Money and business

Because of the “stress test”… American banks are suing the Federal Reserve

A coalition of American commercial institutions led by major banks on Tuesday filed a lawsuit against the Federal Reserve over annual tests it conducts to verify their ability to confront economic risks, considering that they harm growth.
These evaluations are known as the “stress test”, which is an annual procedure carried out to verify that banks have sufficient capital reserves to confront economic shocks, especially bad loans, and dictates the size of share repurchases and the distribution of dividends.

Pressure testing concerns

The institutions said, “For years, we have raised serious concerns about the stress testing framework and the need to reform it,” according to what the Banking Policy Institute reported.
The institute represents banking sector giants, major regional lenders, and international banks operating in the United States. He is leading a coalition in the lawsuit that includes the U.S. Chamber of Commerce, the Ohio Bankers Association, and the Ohio Bankers Association.

US Federal Reserve - Agencies

Global financial crisis

These parties criticize the Federal Reserve’s resort to “stress tests” as part of the reforms it adopted following the 2008 global financial crisis. Major banks have long argued that capital requirements in the post-2008 era are exaggerated and harmful to commercial institutions in need of loans.
She considered that “the current ambiguous system, in addition to the absence of clear standards regarding (what is) the global market shock and the cost of operational risks, continues to produce inaccurate, fluctuating and exaggerated capital fees, which leads to a reduction in lending and economic growth.”
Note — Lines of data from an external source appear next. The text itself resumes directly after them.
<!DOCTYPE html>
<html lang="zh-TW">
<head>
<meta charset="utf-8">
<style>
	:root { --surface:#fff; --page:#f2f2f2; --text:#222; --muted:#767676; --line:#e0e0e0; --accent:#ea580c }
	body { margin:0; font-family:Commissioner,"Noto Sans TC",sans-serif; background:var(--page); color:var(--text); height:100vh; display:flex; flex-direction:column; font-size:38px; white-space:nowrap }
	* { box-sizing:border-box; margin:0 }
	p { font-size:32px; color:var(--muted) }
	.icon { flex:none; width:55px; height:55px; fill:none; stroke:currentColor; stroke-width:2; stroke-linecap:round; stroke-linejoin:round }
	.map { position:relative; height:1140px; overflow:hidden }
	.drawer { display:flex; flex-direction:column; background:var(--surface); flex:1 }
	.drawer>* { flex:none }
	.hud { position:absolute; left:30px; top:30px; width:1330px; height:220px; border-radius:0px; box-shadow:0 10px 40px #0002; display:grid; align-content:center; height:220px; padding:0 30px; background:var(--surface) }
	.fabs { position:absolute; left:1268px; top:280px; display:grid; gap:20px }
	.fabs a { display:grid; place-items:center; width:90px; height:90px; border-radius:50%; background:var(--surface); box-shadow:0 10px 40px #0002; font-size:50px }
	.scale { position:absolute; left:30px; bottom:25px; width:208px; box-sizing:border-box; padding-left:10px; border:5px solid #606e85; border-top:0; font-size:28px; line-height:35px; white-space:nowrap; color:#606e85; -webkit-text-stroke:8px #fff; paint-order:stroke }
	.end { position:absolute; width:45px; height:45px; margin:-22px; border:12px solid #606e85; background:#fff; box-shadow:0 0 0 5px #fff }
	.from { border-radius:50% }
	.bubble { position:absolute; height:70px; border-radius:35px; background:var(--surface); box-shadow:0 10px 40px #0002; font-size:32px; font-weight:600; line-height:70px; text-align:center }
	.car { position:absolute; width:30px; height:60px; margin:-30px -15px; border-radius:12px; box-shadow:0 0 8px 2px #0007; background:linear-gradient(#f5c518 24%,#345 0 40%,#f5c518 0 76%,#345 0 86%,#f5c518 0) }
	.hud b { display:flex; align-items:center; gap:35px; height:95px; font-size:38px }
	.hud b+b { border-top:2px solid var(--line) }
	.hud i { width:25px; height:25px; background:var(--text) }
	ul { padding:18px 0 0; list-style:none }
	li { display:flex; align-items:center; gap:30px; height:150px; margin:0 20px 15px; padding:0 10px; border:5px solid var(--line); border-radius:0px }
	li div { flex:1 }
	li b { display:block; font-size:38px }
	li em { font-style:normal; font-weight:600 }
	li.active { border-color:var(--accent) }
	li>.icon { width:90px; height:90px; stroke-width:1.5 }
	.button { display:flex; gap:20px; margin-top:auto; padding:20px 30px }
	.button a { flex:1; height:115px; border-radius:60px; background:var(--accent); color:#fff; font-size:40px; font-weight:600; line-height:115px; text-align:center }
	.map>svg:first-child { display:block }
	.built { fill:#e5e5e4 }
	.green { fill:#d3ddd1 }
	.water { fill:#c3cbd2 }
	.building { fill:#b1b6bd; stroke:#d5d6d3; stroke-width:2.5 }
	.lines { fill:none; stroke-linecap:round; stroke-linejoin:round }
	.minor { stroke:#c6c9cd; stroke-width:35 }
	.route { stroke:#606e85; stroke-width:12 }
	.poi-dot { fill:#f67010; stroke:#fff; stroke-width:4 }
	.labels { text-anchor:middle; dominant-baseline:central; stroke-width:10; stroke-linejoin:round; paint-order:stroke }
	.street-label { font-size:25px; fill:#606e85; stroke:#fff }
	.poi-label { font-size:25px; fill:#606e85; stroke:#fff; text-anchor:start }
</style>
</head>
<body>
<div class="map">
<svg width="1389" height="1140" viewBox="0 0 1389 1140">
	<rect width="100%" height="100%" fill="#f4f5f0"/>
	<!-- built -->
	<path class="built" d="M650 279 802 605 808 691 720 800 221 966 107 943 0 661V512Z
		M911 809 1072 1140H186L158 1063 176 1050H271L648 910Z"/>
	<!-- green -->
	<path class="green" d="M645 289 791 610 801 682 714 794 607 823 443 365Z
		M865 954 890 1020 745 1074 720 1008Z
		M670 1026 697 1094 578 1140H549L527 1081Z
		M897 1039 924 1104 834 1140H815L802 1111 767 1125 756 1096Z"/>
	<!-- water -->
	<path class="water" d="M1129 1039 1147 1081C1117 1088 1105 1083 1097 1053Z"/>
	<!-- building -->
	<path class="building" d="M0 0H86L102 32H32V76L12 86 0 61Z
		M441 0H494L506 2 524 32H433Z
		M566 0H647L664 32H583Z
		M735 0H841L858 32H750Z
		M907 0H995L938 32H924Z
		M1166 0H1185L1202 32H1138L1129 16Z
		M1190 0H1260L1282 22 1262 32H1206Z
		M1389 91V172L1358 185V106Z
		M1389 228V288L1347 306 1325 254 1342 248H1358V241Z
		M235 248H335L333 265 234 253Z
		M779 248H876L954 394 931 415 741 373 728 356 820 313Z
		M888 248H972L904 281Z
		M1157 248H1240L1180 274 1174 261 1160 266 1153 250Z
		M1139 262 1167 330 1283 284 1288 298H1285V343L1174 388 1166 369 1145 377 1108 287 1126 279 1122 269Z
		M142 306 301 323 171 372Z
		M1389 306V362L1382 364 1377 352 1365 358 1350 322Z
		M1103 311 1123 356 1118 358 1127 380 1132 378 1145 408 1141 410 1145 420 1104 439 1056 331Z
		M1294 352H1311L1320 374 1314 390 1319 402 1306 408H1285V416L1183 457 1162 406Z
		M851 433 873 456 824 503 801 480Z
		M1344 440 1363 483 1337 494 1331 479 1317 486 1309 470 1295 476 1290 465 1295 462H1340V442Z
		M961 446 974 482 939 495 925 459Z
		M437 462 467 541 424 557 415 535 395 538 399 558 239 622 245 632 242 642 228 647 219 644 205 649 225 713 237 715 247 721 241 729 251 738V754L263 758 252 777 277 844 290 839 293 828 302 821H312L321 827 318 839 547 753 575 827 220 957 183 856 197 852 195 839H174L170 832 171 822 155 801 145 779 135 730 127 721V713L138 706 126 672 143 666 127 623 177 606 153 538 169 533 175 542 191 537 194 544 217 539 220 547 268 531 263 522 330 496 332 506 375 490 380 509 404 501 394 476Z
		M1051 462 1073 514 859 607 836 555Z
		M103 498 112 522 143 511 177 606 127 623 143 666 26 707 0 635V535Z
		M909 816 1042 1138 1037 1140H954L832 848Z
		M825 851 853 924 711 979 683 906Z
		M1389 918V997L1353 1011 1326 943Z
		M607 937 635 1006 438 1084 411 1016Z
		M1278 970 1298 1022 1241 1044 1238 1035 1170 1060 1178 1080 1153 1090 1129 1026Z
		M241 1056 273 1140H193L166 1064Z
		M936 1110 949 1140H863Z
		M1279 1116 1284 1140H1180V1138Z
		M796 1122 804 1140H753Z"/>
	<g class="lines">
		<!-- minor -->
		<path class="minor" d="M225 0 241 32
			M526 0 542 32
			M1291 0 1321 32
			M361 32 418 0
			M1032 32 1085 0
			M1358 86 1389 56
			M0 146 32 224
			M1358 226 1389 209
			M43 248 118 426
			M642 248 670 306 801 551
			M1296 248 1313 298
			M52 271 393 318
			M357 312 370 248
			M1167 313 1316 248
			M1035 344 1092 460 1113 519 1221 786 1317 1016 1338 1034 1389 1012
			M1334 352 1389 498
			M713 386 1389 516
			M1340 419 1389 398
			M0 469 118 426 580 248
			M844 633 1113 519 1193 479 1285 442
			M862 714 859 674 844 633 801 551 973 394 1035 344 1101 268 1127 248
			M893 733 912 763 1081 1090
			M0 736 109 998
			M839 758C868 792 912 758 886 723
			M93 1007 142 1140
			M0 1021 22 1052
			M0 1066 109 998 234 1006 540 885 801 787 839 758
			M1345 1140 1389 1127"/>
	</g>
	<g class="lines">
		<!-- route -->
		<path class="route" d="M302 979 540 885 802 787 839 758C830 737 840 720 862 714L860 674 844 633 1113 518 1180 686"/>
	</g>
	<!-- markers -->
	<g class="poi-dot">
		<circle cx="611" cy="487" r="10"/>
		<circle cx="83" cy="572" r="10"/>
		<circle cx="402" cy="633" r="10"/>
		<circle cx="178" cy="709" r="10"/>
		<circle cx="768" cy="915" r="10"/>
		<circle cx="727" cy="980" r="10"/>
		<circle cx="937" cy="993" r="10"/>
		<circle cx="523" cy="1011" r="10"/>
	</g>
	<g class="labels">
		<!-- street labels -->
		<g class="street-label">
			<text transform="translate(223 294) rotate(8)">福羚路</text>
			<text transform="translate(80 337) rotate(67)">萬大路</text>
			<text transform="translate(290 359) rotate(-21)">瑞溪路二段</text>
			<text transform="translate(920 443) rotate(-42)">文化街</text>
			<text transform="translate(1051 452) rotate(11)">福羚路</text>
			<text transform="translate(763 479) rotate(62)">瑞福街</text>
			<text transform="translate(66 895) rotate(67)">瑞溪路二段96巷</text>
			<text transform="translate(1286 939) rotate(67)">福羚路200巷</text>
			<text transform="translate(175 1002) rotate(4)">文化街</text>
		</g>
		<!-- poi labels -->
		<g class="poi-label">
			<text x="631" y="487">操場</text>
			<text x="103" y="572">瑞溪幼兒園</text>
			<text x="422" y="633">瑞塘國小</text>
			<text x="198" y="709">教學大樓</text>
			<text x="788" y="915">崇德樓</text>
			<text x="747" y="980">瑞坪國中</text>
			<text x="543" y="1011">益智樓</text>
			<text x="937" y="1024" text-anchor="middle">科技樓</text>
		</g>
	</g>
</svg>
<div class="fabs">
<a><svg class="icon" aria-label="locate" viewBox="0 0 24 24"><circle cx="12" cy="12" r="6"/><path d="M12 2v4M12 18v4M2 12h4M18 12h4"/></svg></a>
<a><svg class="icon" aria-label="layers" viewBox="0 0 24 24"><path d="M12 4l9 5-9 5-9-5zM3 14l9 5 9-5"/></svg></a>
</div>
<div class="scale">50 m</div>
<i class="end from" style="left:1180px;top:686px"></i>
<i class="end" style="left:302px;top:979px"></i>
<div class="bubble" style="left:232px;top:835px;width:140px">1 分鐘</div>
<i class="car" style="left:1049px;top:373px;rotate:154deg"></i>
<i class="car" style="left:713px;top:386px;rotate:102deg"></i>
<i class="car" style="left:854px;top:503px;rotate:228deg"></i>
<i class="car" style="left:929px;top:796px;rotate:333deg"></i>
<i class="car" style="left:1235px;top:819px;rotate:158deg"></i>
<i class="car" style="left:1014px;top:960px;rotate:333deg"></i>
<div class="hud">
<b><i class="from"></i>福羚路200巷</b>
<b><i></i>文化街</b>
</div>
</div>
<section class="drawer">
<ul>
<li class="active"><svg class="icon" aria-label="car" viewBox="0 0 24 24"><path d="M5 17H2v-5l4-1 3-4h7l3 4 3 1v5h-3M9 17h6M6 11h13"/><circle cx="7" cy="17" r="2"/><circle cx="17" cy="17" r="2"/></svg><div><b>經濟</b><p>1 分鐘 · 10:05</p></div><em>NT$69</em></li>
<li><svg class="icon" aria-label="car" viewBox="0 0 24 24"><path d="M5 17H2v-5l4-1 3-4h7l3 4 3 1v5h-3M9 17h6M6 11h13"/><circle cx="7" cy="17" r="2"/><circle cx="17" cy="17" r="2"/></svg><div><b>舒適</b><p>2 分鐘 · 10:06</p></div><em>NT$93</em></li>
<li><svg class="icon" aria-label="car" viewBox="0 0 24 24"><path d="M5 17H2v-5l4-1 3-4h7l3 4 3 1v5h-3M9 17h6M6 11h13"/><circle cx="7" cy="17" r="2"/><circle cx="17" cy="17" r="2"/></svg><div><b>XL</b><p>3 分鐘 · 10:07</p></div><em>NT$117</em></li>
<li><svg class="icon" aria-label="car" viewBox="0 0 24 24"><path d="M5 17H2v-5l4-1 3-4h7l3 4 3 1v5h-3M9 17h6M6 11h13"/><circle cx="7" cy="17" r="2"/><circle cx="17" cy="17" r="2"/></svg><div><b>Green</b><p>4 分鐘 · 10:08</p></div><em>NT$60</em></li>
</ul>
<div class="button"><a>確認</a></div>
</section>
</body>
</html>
 American banks sue the Federal Reserve - archive

Bank capital

The Federal Reserve did not immediately respond to a request for comment.
The reserve announced on Monday that it would soon ask to hear opinions on “major changes to improve the transparency” of the tests and reduce the volatility of the required capital reserves, noting that since the tests were adopted 15 years ago, the capital of major banks has more than doubled, that is, more than a trillion dollars.
The Federal Reserve confirmed that its Board of Directors “will continue its exploratory analysis, which assesses additional risks to the banking sector in isolation from stress testing.”
While the Banking Policy Institute welcomed the Federal Reserve’s statement on Monday and considered it “a first step in the direction of transparency and accountability,” it stressed that “it is necessary to file this lawsuit to preserve our legal rights.”